» **WHAT TO WORK ON**: Where in the records does the word "transform" occur? Copy each line in which it does.

» **MATERIAL TO PROCESS**:
================================
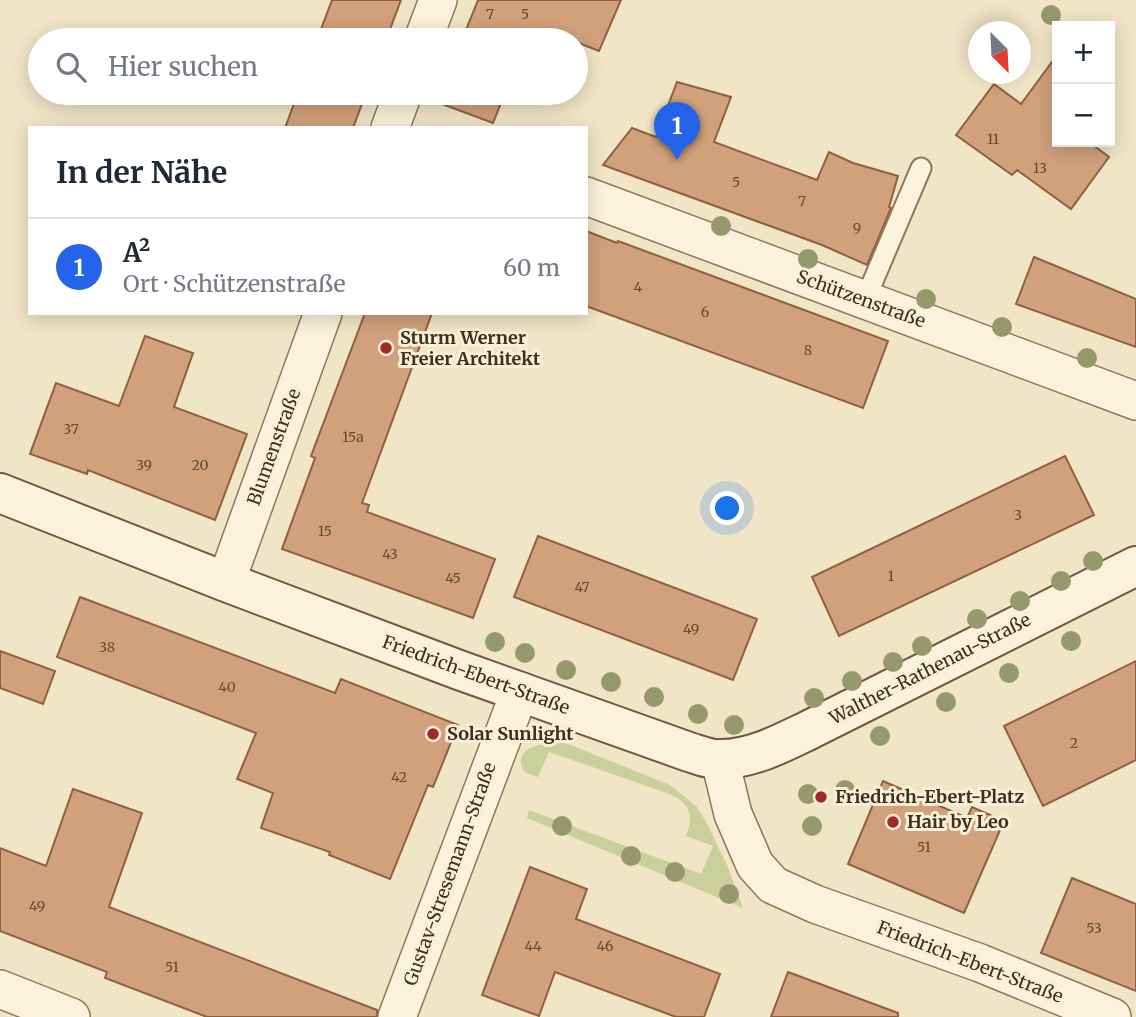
<!DOCTYPE html>
<html lang="de">
<meta charset="utf-8">
<style>
:root{--surface:#fff;--page:#f6f6f7;--text:#1f2937;--muted:#747a83;--line:#e0e1e3;--accent:#2563eb}
body{margin:0;font-family:Merriweather,serif;background:var(--page);color:var(--text)}
.controls{position:absolute;right:21px;top:21px;display:grid;overflow:hidden;border-radius:0px;box-shadow:0 4px 18px #0003}
.controls button{width:63px;height:63px;display:grid;place-items:center;padding:0;border:0;border-bottom:2px solid var(--line);background:var(--surface);color:var(--text);font:35px sans-serif}
.compass{position:absolute;left:968px;top:21px;width:63px;height:63px;border-radius:50%;background:var(--surface);box-shadow:0 4px 18px #0003;rotate:156deg}
.you{position:absolute;left:728px;top:509px;width:24px;height:24px;margin:-18px;border:5px solid #fff;border-radius:50%;background:#1a73e8;box-shadow:0 0 0 10px #1a73e833}
.badge{display:grid;place-items:center;width:46px;height:46px;border-radius:50%;background:var(--accent);color:#fff;font-size:23px;font-weight:700}
.pin{position:absolute;translate:-50% -58px;filter:drop-shadow(0 2px 4px #0008)}
.pin::after{content:'';position:absolute;top:37px;width:24px;height:21px;background:inherit;clip-path:polygon(0 0,100% 0,50% 100%)}
.list{margin:0;padding:0;list-style:none}
h2{display:flex;justify-content:space-between;align-items:center;height:91px;margin:0;padding:0 28px;font-size:30px}
h2 small{font-size:23px;font-weight:400;color:var(--muted)}
.list li{display:grid;grid-template-columns:46px 1fr auto;gap:21px;align-items:center;box-sizing:border-box;height:98px;padding:0 28px;border-top:2px solid var(--line)}
.list b{display:block;font-size:26px;white-space:nowrap}
.list p{margin:0;font-size:23px;white-space:nowrap;color:var(--muted)}
.list em{font-size:23px;font-style:normal;color:var(--muted)}
.icon{flex:none;width:38px;height:38px;fill:none;stroke:currentColor;stroke-width:2;stroke-linecap:round;stroke-linejoin:round}
.map{position:relative;flex:none;width:1136px;height:1017px;overflow:hidden}
.search{position:absolute;background:var(--surface);box-shadow:0 4px 18px #0003;left:28px;top:28px;width:560px;height:77px;display:flex;align-items:center;gap:18px;box-sizing:border-box;padding:0 24px;border-radius:38px;color:var(--muted);font-size:26px}
.panel{position:absolute;background:var(--surface);box-shadow:0 4px 18px #0003;left:28px;top:126px;width:560px;height:189px;border-radius:0px}
.map>svg:first-child{display:block}
</style>
<div class="map">
<svg width="1136" height="1017" viewBox="0 0 1136 1017">
<rect width="100%" height="100%" fill="#f1e5c7"/>
<path fill="#c9d099" d="M553,742L568,744L670,785L697,807L707,824L728,867L743,908L527,818L529,810L701,874L713,846L686,836C695,814 689,802 667,793L549,752L538,777C530,774 522,773 521,763C519,747 542,744 553,742Z"/>
<path fill="#d1a17b" stroke="#8f603f" stroke-width="2" d="M332,0H401L386,40H317Z
M478,0H621L599,51L576,42V40H462Z
M1057,55V142H1089L1109,157L1071,209L1017,170L1012,175L956,135L994,84L1021,104Z
M677,82L731,97L714,142L817,180L829,152L853,163L898,176L889,207L891,208L867,265L822,245L603,165L632,128L656,137Z
M298,93H366L353,128H285Z
M443,93H505L493,123L439,103Z
M586,231L617,243L618,241L888,341L863,408L586,306Z
M1034,257L1136,299V347L1016,304Z
M365,313H432L362,503L369,505L367,512L495,559L473,618L282,549L315,458L311,456Z
M145,336L193,353L174,407L247,434L215,520L88,470L87,474L30,454L56,383L119,406Z
M1065,456L1094,515L839,636L812,577Z
M538,536L757,619L733,680L514,597Z
M80,597L335,693L341,679L458,725L433,787L428,785L390,879L329,855L330,852L261,828L273,793L237,779L256,733L57,657Z
M0,651L55,671L43,704L0,688Z
M1136,661V760L1043,806L1004,726Z
M883,781L967,818L972,807L1004,821L964,913L848,864Z
M73,789L142,813L109,907L377,1010V1017H207L105,978L107,972L0,931V848L46,866Z
M530,867L587,889L576,919L720,974L704,1017H676L555,972L539,1016L482,995Z
M1072,878L1136,904V991L1041,953Z
M788,972L898,1013V1017H771Z"/>
<g fill="none" stroke-linecap="round" stroke-linejoin="round">
<g stroke="#8e775b" stroke-width="23">
<path id="service" d="M865,300L921,168"/>
</g>
<g stroke="#8e775b" stroke-width="40">
<path id="minor" d="M423,40L438,0
M390,128L403,93
M586,196L1136,401
M226,582L323,313
M720,760L733,814L755,865L773,885L815,904L980,963L1112,1017
M0,989L71,1017
M397,1017L520,691"/>
</g>
<g stroke="#70583e" stroke-width="42">
<path id="secondary" d="M0,493L226,582L459,670L689,752C699,755 711,760 721,759C752,759 782,743 809,730L1136,566"/>
</g>
<use href="#service" stroke="#fbf2db" stroke-width="19"/>
<use href="#minor" stroke="#fbf2db" stroke-width="37"/>
<use href="#secondary" stroke="#fbf2db" stroke-width="38"/>
</g>
<g fill="#96996d">
<circle cx="1051" cy="15" r="10"/>
<circle cx="721" cy="226" r="10"/>
<circle cx="808" cy="259" r="10"/>
<circle cx="926" cy="299" r="10"/>
<circle cx="1002" cy="327" r="10"/>
<circle cx="1087" cy="358" r="10"/>
<circle cx="1093" cy="561" r="10"/>
<circle cx="1061" cy="581" r="10"/>
<circle cx="1020" cy="601" r="10"/>
<circle cx="977" cy="619" r="10"/>
<circle cx="1071" cy="641" r="10"/>
<circle cx="495" cy="642" r="10"/>
<circle cx="922" cy="646" r="10"/>
<circle cx="525" cy="653" r="10"/>
<circle cx="893" cy="662" r="10"/>
<circle cx="566" cy="670" r="10"/>
<circle cx="1009" cy="673" r="10"/>
<circle cx="852" cy="681" r="10"/>
<circle cx="611" cy="682" r="10"/>
<circle cx="654" cy="697" r="10"/>
<circle cx="814" cy="698" r="10"/>
<circle cx="946" cy="702" r="10"/>
<circle cx="698" cy="714" r="10"/>
<circle cx="734" cy="725" r="10"/>
<circle cx="880" cy="736" r="10"/>
<circle cx="845" cy="790" r="10"/>
<circle cx="808" cy="794" r="10"/>
<circle cx="562" cy="826" r="10"/>
<circle cx="812" cy="826" r="10"/>
<circle cx="631" cy="856" r="10"/>
<circle cx="675" cy="872" r="10"/>
<circle cx="729" cy="894" r="10"/>
</g>
<g fill="#a12927" stroke="#f8efd7" stroke-width="2.5">
<circle cx="386" cy="348" r="7"/>
<circle cx="433" cy="734" r="7"/>
<circle cx="821" cy="797" r="7"/>
<circle cx="893" cy="822" r="7"/>
</g>
<g text-anchor="middle" stroke-width="6" stroke-linejoin="round" paint-order="stroke">
<g font-size="14" fill="#634c36">
<text x="490" y="19">7</text>
<text x="525" y="19">5</text>
<text x="993" y="144">11</text>
<text x="1040" y="173">13</text>
<text x="736" y="187">5</text>
<text x="802" y="206">7</text>
<text x="857" y="233">9</text>
<text x="638" y="292">4</text>
<text x="705" y="317">6</text>
<text x="808" y="355">8</text>
<text x="71" y="434">37</text>
<text x="353" y="442">15a</text>
<text x="144" y="470">39</text>
<text x="200" y="470">20</text>
<text x="1018" y="520">3</text>
<text x="325" y="536">15</text>
<text x="390" y="559">43</text>
<text x="891" y="581">1</text>
<text x="453" y="583">45</text>
<text x="582" y="592">47</text>
<text x="691" y="634">49</text>
<text x="107" y="652">38</text>
<text x="227" y="692">40</text>
<text x="1074" y="748">2</text>
<text x="399" y="782">42</text>
<text x="924" y="852">51</text>
<text x="37" y="911">49</text>
<text x="1094" y="933">53</text>
<text x="533" y="951">44</text>
<text x="605" y="951">46</text>
<text x="172" y="972">51</text>
</g>
<g font-size="18" fill="#3e2f1f" stroke="#f8efd7">
<text transform="translate(861 299) rotate(20)" y="6">Schützenstraße</text>
<text transform="translate(274 447) rotate(-70)" y="6">Blumenstraße</text>
<text transform="translate(930 669) rotate(-27)" y="6">Walther-Rathenau-Straße</text>
<text transform="translate(476 675) rotate(20)" y="6">Friedrich-Ebert-Straße</text>
<text transform="translate(450 874) rotate(-70)" y="6">Gustav-Stresemann-Straße</text>
<text transform="translate(970 962) rotate(21)" y="6">Friedrich-Ebert-Straße</text>
</g>
<g font-size="18" font-weight="bold" fill="#3e2f1f" stroke="#f8efd7" text-anchor="start">
<text x="400" y="344">Sturm Werner<tspan x="400" dy="21">Freier Architekt</tspan></text>
<text x="447" y="740">Solar Sunlight</text>
<text x="835" y="803">Friedrich-Ebert-Platz</text>
<text x="907" y="828">Hair by Leo</text>
</g>
</g>
</svg>
<div class="controls">
<button>+</button>
<button>−</button>
</div>
<svg class="compass" viewBox="-18 -18 36 36"><path d="M0-13l5 13h-10z" fill="#e53935"/><path d="M0 13l5-13h-10z" fill="#747a83"/></svg>
<div class="you"></div>
<div class="pin badge" style="left:677px;top:160px">1</div>
<div class="search"><svg class="icon" aria-label="search" viewBox="0 0 24 24"><circle cx="10" cy="10" r="6"/><path d="M15 15l6 6"/></svg>Hier suchen</div>
<section class="panel">
<h2>In der Nähe<small></small></h2>
<ul class="list">
<li><span class="badge">1</span><div><b>A²</b><p>Ort · Schützenstraße</p></div><em>60 m</em></li>
</ul>
</section>
</div>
================================
» **WRITTEN REPLY**:
<text transform="translate(861 299) rotate(20)" y="6">Schützenstraße</text>
<text transform="translate(274 447) rotate(-70)" y="6">Blumenstraße</text>
<text transform="translate(930 669) rotate(-27)" y="6">Walther-Rathenau-Straße</text>
<text transform="translate(476 675) rotate(20)" y="6">Friedrich-Ebert-Straße</text>
<text transform="translate(450 874) rotate(-70)" y="6">Gustav-Stresemann-Straße</text>
<text transform="translate(970 962) rotate(21)" y="6">Friedrich-Ebert-Straße</text>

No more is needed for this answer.